Vicari e Di Cesare: ancore di salvezza del Bari
Ciò che ha salvato il Bari dalla deriva è stato il rendimento del pacchetto difensivo. Attenzione, il Bari non è una squadra che difende particolarmente bene, ma può contare sulla presenza di interpreti eccellenti per la categoria. Non solo l’inossidabile Di Cesare, il cui apporto alla squadra si è spinto fino all’area di rigore avversaria, ma anche e soprattutto Francesco Vicari, sempre presente da inizio stagione e mai, o quasi, sotto la sufficienza.
Sia Di Cesare che Vicari sono marcatori vecchio stile, che si esaltano nelle battaglie in area di rigore ed emergono nei duelli fisici con gli attaccanti. In questo Vicari è un’eminenza: solido nei duelli aerei, smaliziato nell’uso del corpo e roccioso anche negli uno contro uno. Il suo rendimento e quello di Di Cesare, oltre ad un Brenno in crescita, valgono la terza difesa del campionato, un dato parzialmente corroborato dagli xG subiti, che presentano una leggera overperformance.
Il Bari continua a manifestare diversi problemi anche senza palla, come la tendenza a schiacciarsi troppo che consente ai centrocampisti avversari di giocare a palla scoperta e arrivare facilmente in area, ma la presenza di Vicari e Di Cesare continua a garantire solidità.
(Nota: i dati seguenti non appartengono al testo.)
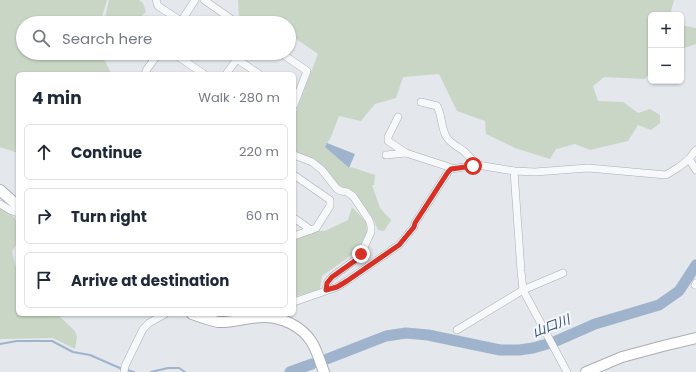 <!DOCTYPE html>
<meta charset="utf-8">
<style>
body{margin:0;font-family:Poppins,"Noto Sans JP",sans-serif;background:#f6f6f7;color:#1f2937}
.controls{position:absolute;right:12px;top:12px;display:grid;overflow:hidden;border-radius:6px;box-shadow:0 1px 3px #0004}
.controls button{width:36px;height:36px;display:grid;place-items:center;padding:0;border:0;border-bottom:1px solid #e0e1e3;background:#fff;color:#1f2937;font:20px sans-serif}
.stop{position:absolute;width:12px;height:12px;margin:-9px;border:3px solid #d93025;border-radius:50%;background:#fff}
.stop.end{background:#d93025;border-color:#fff;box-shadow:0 1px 4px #0008}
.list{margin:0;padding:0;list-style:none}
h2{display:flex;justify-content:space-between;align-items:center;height:52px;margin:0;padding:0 16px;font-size:17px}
h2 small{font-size:13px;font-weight:400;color:#747a83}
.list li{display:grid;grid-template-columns:26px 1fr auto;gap:12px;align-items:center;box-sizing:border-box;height:56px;margin:0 8px 8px;padding:0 8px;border:1px solid #e0e1e3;border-radius:6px}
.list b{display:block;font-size:15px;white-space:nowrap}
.list em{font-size:13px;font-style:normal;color:#747a83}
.icon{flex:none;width:22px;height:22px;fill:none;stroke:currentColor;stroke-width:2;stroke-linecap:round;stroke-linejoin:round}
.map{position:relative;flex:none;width:696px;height:372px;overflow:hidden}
.search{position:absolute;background:#fff;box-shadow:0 1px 3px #0004;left:16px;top:16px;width:280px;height:44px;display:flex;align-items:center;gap:10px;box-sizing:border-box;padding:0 14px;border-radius:22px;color:#747a83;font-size:15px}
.panel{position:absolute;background:#fff;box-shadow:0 1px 3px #0004;left:16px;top:72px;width:280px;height:244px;border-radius:6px}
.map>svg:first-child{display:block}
.green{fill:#c9d6c5}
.water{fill:#9fb4cc}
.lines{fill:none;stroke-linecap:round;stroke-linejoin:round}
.stream{stroke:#9fb4cc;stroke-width:2}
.river{stroke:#9fb4cc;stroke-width:11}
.minor-casing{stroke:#a9aeb7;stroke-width:8}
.secondary-casing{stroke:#a9aeb7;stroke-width:12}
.minor{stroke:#f7f8fa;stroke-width:7}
.secondary{stroke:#fff;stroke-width:10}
.route{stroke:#d93025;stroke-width:5}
.labels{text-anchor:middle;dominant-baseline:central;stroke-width:4;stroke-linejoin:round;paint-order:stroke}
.water-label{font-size:13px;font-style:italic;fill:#34527a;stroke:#f4f6f9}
</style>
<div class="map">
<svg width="696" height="372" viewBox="0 0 696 372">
<rect width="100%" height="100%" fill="#e4e7ec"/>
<!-- green -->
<g class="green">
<path d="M0 0H107L100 23H23V53H101L110 71 109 74H18V153L0 147Z"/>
<path d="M109 0H139L143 3 146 12 139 18 141 23H111L105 17Z"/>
<path d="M238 0H674L670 15H651V71L645 79 604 77 593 86 598 101 623 102 638 113 650 109 660 115V123L651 130 638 125 628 141 590 150 575 144 556 149 550 159 515 148 486 134 485 121 457 111 439 74 403 77 396 98 375 104 361 121 339 116 331 137 325 147 349 168 351 167 375 175 374 185H372L380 208 391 220 384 231 378 230 375 222 356 194 339 185 327 170 313 160 294 151V117L318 54 289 34V23H274L272 22 268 23H246L239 18Z"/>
<path d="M681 25 696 28V44L681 49Z"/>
<path d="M0 205 15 218 18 224V242L12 251 18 276V314H57L75 331 77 337 75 349 53 338 0 339Z"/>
<path d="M352 207 366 222 367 232 356 252 322 276 320 289 294 297V238L316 231H325L348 220Z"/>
</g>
<!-- water -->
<path class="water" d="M327 143 355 154 349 168 325 147Z"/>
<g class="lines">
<!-- stream -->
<g class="stream">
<path d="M0 344 17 341H52L73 352 90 355 122 369"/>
<path d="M127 370 134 372"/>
<path d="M151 372 168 368H179L185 372"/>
</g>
<!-- river -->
<g class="river">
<path d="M327 359 386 336 406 333 428 335 500 350H519L533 348 554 342 595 324 659 305 679 291 696 265"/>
<path d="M290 372 312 364"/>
</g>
<defs>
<g id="minor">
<path d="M156 0 158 6 184 23"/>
<path d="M204 0 237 23"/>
<path d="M180 23 195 0"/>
<path d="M173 53 204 74"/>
<path d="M228 53 259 74"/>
<path d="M281 53 307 71 294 105"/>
<path d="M145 74 147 69 159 53"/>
<path d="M226 74 237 59"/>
<path d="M421 102 437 106C442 115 441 127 446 136 450 144 459 147 465 152 469 157 474 161 478 165"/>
<path d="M398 117 388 137V141L406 153 449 167 451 169"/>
<path d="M294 155 312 162 322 170 337 189 341 191 347 192 353 196 369 220 371 226V232L361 254 355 260 332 277 327 283 326 290"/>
<path d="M386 155 406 153"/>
<path d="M689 159 696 170"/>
<path d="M514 171 521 271 523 290 567 372"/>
<path d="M294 175 330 200V206L316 228 294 236"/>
<path d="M0 204 10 210 18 213"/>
<path d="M294 218 311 230"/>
<path d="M695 285 696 283"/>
<path d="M294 302 337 287 347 281 399 245 414 227 415 223 448 172 451 169 478 165 514 171 535 172 588 168 666 175 679 167 689 159 696 150"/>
<path d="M457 330 523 290 563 273"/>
<path d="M124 372 125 366 143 329 149 323 165 314"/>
</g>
<g id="secondary">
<path d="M0 190 18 206"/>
<path d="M192 314C200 317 209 320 218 322 233 323 248 317 264 317 282 317 301 326 311 341 317 350 320 362 324 372"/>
<path d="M586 372 622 357 663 346 696 338"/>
</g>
</defs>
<!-- minor casing -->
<use href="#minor" class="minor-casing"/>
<!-- secondary casing -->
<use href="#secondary" class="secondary-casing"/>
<!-- minor -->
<use href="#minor" class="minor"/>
<!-- secondary -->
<use href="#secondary" class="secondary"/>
</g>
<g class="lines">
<!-- route -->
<path class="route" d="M361 254 356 260 332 277 327 283 326 290 337 287 347 281 399 245 414 227 415 223 448 172 451 169 473 166"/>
</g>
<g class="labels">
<!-- water labels -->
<g class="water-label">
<text transform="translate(551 326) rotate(-21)">山口川</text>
</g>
</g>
</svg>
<div class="controls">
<button>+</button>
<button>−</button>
</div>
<div class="stop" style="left:473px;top:166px"></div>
<div class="stop end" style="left:361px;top:254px"></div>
<div class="search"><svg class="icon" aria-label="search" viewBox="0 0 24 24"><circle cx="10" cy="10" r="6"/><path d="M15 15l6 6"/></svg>Search here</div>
<section class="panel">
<h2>4 min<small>Walk · 280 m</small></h2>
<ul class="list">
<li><svg class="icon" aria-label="ahead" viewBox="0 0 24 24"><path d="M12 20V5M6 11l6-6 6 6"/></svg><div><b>Continue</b></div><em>220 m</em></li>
<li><svg class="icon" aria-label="right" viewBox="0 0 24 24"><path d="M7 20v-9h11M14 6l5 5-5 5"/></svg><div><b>Turn right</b></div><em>60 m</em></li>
<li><svg class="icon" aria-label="arrive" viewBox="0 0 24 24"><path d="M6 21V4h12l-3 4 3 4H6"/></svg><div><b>Arrive at destination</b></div></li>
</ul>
</section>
</div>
Alle loro spalle non fanno mancare il loro apporto Zuzek, inappuntabile quando impiegato in questa stagione e che resterà come dichiarato dal suo procuratore ai nostri microfoni, e Matino, la cui prestazione a Marassi è stata tra le note liete della serata.
Sibilli-dipendenza
Tra gli aspetti positivi non si può prescindere dal menzionare Giuseppe Sibilli, miglior giocatore del Bari e tra i migliori dell’intera categoria in questa prima metà di campionato. In poco più di cinque mesi ha eguagliato e poi superato il suo numero di gol stagionali, che, nonostante sia difficile crederlo dopo averlo ammirato in questo scorcio di stagione, era di sole 5 marcature. Oltre ad essere per distacco il top scorer del Bari è primo per xG prodotti, primo xA (Expected Assist) prodotti, secondo tiri ogni 90 minuti alle spalle di Diaw e secondo per tiri in porta ogni 90 minuti alle spalle di Nasti. Inoltre, secondo i dati di SofaScore, è nettamente il calciatore del Bari che effettua più dribbling (1,8 ogni 90 minuti).
All’efficacia Sibilli aggiunge un’estetica che lo rende uno dei calciatori più entusiasmanti dell’intera categoria, al pari dei vari Vazquez, Mane e Bernabé. Le doti balistiche erano note da tempo, ma vederlo battagliare e danzare in mezzo al campo, agendo di spada e di fioretto, ha spesso ridestato un tifo barese infiacchito dalle prestazioni scialbe del resto della squadra. Gli esempi più lampanti sono le sfide contro Modena e Ascoli, partite soporifere disequilibrate dai suoi lampi di classe.
Contro i canarini una sgroppata verticale culminata con un diagonale radente passata in sordina per l’immediato pareggio avversario; contro l’Ascoli un’altra sgroppata, decorata con un paio di dribbling e un destro risolutivo. Con ogni probabilità il reparto offensivo del Bari subirà un consistente rinnovamento nel mese di gennaio, ma è altrettanto certo che il trascinatore della squadra sarà ancora Giuseppe Sibilli.